Mucho antes de que llegara internet, Google y toda esa parafernalia, mi viejo tenía su propio método para saber cómo salir vestido a la calle. Consistía en asomarse a la ventana para observar cómo iba vestida la gente que marchaba a sus labores cotidianos. Hoy creo que lo hacía sólo para no sentirse un boludo, o bien para sentirse un boludo más. Se dice que el mal de muchos consuela. Es que aquel método era demasiado falible y ajeno a nuestros abruptos cambios de temperatura: se sabe que uno puede salir de su casa cubierto por un mullido camperón que lo abriga del frío y, conforme avanza la mañana, se verá obligado por el calor a ir despojándose de sus prendas hasta quedar en mangas de camisa y cargando con toda la ropa que le sobra. Acá cualquiera que se anime a salir a la calle de polera es un kamikaze temerario. Del frío al calor extremo puede mediar sólo un par de horas, salir sobreabrigado o desabrigado de casa a veces es sólo cuestión de timba. El clima nuestro de cada día parece condenado a la imprevisibilidad. Bien lo sabe el meteorólogo Fernando Pazos, el hombre más injustamente puteado de la provincia en su extensión. El clima, caprichoso, se nos caga de risa.

Esos vaivenes arbitrarios y desconcertantes nos mueven a clamar por días y semanas la llegada de la lluvia y después, en cuestión de minutos, putear a los cuatro vientos cuando las precipitaciones vuelven al centro de la ciudad una Venecia sin góndolas ni taxis que nos rescaten del naufragio inminente. Sin embargo, creo que todos coincidiremos en que la esencia climática de Tucumán es el calor; el calor sofocante y húmedo que se siente en las pieles transpiradas y dibuja aureolas de sudor en nuestras camisas que parecen atacadas a bombuchazos. Acá las videntes podrían vaticinar el destino leyendo esas formas líquidas en la tela. Sabemos que los cuarenta grados a la sombra no son para los tucumanos pura hipérbole y figura retórica, son parte de la realidad pragmática y palpable de cada día de verano. Lo amamos, lo odiamos, pero nunca seremos indiferentes a nuestro calor, o la calor, en su forma femenina todavía más magnífica y portentosa. A pesar de su presencia apabullante, vivimos nuestro calor con bastante hipocresía. Lejos de asimilar esta inclemencia y emular a los caribeños que visten sombreros y guayaberas, acá, vaya uno a saber por qué absurdo código de formalidad y de etiqueta, no te dejan entrar a los boliches de bermudas o con sandalias. Sabemos que hace calor, mucho calor, pero no obramos en consecuencia. Hasta los vendedores de perfumes salen a la peatonal vestidos de traje en una provincia donde el uso del traje en verano debería estar prohibido por alguna ordenanza municipal. No nos hacemos cargo del calor y lo estigmatizamos, como si ese calor no fuera ya parte de nosotros mismos.     

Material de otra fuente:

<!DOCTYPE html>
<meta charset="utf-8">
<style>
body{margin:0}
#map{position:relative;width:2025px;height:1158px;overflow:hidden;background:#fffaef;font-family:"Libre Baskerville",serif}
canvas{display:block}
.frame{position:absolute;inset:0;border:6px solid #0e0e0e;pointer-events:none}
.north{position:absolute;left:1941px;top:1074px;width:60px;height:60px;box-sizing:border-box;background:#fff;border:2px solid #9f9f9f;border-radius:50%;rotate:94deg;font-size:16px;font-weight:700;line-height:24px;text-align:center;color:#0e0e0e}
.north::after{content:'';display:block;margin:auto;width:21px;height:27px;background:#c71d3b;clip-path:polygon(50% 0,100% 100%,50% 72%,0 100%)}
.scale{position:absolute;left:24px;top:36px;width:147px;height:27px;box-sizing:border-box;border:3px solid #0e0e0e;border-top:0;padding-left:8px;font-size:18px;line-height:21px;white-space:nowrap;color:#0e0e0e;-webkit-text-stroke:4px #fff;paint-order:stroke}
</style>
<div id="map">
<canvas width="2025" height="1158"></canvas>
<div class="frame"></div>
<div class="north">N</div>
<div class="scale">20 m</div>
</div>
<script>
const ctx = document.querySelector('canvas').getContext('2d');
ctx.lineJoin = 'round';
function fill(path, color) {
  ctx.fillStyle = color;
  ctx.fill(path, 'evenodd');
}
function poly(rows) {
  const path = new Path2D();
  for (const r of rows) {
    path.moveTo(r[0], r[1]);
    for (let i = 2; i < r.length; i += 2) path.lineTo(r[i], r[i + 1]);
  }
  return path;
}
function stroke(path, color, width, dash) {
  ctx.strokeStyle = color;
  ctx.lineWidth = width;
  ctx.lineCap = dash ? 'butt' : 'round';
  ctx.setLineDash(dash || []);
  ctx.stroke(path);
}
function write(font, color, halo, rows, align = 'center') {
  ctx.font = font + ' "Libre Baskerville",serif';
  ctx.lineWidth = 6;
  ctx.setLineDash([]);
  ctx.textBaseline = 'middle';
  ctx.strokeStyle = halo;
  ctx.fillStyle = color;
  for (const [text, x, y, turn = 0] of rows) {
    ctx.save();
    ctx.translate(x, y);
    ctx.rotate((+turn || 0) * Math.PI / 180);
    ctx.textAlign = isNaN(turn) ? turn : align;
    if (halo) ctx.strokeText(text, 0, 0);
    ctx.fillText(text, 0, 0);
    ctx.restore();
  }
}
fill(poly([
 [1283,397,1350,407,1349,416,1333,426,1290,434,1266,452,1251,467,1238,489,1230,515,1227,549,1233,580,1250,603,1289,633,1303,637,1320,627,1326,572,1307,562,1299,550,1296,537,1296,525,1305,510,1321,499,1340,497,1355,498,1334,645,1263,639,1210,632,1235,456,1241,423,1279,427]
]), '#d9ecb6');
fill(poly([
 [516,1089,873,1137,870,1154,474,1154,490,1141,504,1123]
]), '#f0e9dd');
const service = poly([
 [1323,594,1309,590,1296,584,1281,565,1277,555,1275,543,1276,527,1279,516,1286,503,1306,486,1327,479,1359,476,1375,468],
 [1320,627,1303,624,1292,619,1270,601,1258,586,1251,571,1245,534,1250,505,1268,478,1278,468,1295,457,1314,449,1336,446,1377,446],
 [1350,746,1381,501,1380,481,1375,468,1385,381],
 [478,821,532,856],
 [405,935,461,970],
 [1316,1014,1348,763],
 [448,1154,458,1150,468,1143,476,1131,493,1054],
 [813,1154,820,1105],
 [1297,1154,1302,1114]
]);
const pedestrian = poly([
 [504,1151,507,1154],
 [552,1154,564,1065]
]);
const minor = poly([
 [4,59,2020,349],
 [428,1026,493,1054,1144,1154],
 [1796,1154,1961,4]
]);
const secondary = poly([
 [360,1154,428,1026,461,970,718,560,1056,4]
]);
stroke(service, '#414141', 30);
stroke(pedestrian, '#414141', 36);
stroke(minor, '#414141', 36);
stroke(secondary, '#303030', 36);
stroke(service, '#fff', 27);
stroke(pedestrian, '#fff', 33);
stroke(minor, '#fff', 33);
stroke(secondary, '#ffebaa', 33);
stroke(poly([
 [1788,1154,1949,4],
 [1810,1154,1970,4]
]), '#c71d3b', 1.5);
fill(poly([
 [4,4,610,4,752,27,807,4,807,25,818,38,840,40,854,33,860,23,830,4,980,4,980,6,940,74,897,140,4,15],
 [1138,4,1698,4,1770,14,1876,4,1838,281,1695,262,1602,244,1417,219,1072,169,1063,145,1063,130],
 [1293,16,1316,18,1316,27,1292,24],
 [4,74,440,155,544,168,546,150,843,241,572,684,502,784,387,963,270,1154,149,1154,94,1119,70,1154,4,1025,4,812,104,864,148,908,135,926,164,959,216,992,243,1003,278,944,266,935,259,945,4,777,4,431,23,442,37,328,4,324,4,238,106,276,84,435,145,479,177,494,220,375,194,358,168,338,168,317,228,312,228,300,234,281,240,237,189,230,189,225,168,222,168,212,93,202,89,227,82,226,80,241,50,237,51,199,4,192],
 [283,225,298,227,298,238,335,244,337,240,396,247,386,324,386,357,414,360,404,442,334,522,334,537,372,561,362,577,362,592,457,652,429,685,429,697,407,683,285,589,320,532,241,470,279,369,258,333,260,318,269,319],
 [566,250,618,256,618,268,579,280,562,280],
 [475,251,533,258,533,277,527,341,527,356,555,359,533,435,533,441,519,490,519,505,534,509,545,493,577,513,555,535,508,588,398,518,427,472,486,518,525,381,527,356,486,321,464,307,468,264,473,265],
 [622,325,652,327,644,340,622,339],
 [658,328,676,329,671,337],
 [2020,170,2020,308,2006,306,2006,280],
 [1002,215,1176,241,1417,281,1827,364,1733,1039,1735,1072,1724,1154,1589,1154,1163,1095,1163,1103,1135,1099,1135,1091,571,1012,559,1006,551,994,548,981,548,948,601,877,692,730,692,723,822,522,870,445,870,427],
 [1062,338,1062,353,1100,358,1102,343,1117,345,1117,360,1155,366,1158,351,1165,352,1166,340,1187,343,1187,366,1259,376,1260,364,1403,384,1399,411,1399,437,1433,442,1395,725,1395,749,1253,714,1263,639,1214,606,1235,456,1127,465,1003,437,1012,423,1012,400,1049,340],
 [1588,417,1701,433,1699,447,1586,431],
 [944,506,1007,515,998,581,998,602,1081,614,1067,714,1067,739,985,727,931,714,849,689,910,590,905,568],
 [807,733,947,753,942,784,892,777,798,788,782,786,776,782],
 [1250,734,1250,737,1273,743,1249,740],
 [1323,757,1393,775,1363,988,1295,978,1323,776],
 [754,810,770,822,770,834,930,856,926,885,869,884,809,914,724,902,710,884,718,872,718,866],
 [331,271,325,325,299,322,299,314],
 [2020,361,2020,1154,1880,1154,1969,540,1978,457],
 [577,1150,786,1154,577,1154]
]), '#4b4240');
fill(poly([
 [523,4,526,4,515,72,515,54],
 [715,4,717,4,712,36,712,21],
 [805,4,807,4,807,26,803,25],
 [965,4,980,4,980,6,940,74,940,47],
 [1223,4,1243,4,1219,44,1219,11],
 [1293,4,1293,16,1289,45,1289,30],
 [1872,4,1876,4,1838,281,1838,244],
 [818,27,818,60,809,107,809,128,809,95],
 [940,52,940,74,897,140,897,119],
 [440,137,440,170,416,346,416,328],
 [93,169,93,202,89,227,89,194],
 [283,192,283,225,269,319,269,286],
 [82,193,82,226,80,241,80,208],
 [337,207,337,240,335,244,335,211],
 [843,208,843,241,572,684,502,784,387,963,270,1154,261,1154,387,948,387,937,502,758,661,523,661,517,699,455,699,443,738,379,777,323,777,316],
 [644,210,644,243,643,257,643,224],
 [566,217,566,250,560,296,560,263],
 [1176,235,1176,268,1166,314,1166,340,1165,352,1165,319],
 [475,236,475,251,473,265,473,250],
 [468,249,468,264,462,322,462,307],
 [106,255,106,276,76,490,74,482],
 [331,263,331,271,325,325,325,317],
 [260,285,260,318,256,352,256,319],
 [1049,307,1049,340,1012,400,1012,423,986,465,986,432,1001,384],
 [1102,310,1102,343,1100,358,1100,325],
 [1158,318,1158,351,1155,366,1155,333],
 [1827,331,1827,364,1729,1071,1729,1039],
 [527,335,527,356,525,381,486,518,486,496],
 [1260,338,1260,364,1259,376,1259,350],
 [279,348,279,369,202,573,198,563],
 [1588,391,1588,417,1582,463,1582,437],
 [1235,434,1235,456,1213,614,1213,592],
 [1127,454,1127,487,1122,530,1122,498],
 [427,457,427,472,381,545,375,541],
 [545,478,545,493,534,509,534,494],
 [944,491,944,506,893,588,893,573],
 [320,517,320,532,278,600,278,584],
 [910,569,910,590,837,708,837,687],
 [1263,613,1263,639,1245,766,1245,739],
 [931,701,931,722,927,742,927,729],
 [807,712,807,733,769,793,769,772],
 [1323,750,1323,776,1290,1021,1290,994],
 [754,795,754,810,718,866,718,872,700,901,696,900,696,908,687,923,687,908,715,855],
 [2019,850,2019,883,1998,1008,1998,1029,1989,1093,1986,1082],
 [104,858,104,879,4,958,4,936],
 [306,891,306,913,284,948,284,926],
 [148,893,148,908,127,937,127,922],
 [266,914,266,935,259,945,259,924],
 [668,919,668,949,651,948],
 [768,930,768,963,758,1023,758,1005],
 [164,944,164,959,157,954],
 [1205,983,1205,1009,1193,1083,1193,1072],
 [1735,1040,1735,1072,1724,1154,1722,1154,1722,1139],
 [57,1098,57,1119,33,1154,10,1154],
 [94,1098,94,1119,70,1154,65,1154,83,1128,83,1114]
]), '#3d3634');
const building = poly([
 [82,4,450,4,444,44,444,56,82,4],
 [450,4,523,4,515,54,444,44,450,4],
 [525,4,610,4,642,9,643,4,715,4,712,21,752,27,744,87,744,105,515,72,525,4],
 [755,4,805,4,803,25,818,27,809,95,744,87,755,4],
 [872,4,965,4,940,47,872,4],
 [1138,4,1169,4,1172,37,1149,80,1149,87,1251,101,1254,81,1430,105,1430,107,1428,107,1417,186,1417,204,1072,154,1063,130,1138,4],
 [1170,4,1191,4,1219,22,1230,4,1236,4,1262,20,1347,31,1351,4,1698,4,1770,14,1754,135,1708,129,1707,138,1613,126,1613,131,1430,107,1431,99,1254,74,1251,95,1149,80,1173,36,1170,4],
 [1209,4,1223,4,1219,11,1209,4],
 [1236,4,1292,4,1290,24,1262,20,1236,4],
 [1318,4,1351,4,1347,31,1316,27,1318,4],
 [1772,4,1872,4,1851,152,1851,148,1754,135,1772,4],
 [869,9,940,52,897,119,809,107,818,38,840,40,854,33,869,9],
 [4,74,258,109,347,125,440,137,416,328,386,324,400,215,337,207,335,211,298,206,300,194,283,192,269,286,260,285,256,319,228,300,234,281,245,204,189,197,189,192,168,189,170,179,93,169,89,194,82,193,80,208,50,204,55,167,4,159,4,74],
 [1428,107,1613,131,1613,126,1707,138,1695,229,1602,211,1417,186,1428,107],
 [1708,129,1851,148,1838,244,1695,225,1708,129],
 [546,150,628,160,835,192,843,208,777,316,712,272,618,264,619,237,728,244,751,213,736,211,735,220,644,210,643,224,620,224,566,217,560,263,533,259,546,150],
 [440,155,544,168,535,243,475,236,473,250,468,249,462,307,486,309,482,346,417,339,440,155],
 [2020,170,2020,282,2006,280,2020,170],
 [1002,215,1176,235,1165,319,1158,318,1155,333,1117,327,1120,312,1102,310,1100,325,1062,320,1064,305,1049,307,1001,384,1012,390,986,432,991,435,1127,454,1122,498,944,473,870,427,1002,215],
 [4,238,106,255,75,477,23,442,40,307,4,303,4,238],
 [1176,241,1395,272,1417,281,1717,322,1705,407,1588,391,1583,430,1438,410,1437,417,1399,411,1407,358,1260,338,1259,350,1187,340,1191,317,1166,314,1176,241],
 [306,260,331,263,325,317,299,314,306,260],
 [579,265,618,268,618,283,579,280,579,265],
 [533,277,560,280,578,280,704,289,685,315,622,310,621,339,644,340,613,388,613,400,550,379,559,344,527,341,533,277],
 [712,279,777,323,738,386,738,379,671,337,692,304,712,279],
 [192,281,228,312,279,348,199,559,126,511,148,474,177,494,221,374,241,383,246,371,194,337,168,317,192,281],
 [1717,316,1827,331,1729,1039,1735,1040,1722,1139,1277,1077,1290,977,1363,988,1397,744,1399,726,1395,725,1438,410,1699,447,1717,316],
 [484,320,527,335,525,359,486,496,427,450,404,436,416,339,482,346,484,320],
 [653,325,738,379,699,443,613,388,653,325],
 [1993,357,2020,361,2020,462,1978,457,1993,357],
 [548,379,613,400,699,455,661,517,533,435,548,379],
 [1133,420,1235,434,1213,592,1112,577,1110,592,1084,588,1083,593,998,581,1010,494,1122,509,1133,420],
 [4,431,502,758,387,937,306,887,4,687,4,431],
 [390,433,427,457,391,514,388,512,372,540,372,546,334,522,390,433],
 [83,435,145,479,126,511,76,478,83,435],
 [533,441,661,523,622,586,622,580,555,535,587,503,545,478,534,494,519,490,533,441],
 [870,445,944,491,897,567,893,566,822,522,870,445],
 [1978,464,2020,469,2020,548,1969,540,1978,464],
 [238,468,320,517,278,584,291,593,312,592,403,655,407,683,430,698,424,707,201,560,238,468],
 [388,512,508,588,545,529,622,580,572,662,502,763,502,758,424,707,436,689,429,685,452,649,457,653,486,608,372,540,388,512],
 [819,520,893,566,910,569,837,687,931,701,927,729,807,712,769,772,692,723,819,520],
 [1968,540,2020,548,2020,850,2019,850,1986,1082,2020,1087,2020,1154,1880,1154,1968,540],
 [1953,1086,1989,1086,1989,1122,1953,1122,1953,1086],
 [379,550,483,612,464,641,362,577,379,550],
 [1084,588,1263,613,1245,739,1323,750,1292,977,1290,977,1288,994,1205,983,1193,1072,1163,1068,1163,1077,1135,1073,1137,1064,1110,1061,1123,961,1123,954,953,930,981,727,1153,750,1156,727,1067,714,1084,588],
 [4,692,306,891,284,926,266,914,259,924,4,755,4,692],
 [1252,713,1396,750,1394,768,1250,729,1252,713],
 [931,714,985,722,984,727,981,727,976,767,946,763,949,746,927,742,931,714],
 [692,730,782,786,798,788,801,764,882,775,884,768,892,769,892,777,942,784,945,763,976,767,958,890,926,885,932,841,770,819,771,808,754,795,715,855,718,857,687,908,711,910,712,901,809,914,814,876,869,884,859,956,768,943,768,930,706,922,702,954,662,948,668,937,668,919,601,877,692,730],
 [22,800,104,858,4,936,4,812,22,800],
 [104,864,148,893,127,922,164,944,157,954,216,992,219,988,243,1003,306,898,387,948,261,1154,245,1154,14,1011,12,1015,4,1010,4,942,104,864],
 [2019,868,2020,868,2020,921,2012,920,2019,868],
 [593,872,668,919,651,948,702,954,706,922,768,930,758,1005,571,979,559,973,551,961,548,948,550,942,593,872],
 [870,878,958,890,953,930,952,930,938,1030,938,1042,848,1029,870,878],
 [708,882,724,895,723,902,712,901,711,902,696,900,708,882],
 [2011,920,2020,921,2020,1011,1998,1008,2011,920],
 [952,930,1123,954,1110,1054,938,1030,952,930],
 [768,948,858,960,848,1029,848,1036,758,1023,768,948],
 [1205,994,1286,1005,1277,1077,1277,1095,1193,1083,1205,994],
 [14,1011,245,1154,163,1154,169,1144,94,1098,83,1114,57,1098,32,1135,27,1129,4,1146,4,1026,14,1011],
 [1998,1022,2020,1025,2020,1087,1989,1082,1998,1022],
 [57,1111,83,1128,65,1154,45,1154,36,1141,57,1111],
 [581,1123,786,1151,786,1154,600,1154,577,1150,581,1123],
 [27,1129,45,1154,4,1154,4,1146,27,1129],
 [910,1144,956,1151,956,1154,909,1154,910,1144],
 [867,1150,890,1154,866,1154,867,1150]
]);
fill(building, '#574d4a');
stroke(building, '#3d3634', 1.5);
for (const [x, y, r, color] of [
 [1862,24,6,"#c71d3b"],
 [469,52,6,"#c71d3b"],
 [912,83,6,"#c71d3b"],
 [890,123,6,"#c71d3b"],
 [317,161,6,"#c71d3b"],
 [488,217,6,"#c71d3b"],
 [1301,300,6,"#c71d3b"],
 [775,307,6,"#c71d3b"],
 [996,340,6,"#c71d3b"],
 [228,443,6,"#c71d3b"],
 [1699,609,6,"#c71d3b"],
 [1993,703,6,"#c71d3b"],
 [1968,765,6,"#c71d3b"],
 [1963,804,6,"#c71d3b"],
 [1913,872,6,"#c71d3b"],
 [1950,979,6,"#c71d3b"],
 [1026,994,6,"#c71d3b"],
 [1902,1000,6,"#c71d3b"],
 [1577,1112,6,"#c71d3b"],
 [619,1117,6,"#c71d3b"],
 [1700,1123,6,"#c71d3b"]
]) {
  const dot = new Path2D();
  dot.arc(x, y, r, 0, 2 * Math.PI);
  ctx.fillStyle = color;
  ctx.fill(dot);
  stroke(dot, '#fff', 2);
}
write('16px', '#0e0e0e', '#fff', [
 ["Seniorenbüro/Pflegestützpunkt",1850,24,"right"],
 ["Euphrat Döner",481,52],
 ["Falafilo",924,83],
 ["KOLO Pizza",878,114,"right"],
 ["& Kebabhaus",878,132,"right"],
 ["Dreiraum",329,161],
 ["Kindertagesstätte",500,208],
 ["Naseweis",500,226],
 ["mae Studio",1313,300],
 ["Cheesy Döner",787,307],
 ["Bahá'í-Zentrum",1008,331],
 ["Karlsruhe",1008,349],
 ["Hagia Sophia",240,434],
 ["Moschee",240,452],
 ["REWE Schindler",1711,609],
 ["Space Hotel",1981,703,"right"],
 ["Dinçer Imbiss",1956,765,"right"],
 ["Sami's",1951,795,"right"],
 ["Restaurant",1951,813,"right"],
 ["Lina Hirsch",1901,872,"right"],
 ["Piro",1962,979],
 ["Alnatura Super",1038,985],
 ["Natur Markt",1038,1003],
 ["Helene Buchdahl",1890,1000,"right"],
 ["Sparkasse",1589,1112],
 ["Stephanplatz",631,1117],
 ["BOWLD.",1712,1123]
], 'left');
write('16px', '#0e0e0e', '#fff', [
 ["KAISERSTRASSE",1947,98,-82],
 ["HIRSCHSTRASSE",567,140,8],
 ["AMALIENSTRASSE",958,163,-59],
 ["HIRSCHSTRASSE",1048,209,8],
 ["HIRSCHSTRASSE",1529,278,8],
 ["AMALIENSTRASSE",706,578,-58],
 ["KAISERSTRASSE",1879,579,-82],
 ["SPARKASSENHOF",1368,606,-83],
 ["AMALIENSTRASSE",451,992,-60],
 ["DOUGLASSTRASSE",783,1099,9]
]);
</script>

No pretendo caer en esencialismos, pero convengamos que padecemos de cierto determinismo climático. ¿Acaso somos como el termómetro quiere que seamos? Es una hipótesis tal vez incomprobable, pero parece haber una estrecha relación entre nuestro humor y el devenir meteorológico. Nacidos y criados en este magma caluroso que puede, de pronto y sin previo aviso, tornarse frío podemos también nosotros cambiar de carácter de repente. No es para menos dirá con justa razón cualquier alérgico cuya salud sufre periódicamente las consecuencias de esa bipolaridad climatológica. Pero hay algo más, que cala muy hondo en cada uno de nosotros y que nos hace ser como somos: intensos como el sol que nos agobia en verano, iracundos como las tormentas que nos inundan, raras veces templados como algunos días primaverales, extrañamente gélidos como las escasas jornadas de frío invernal. En todo caso, nunca del todo conformes con nuestra propia temperatura ni con nosotros mismos.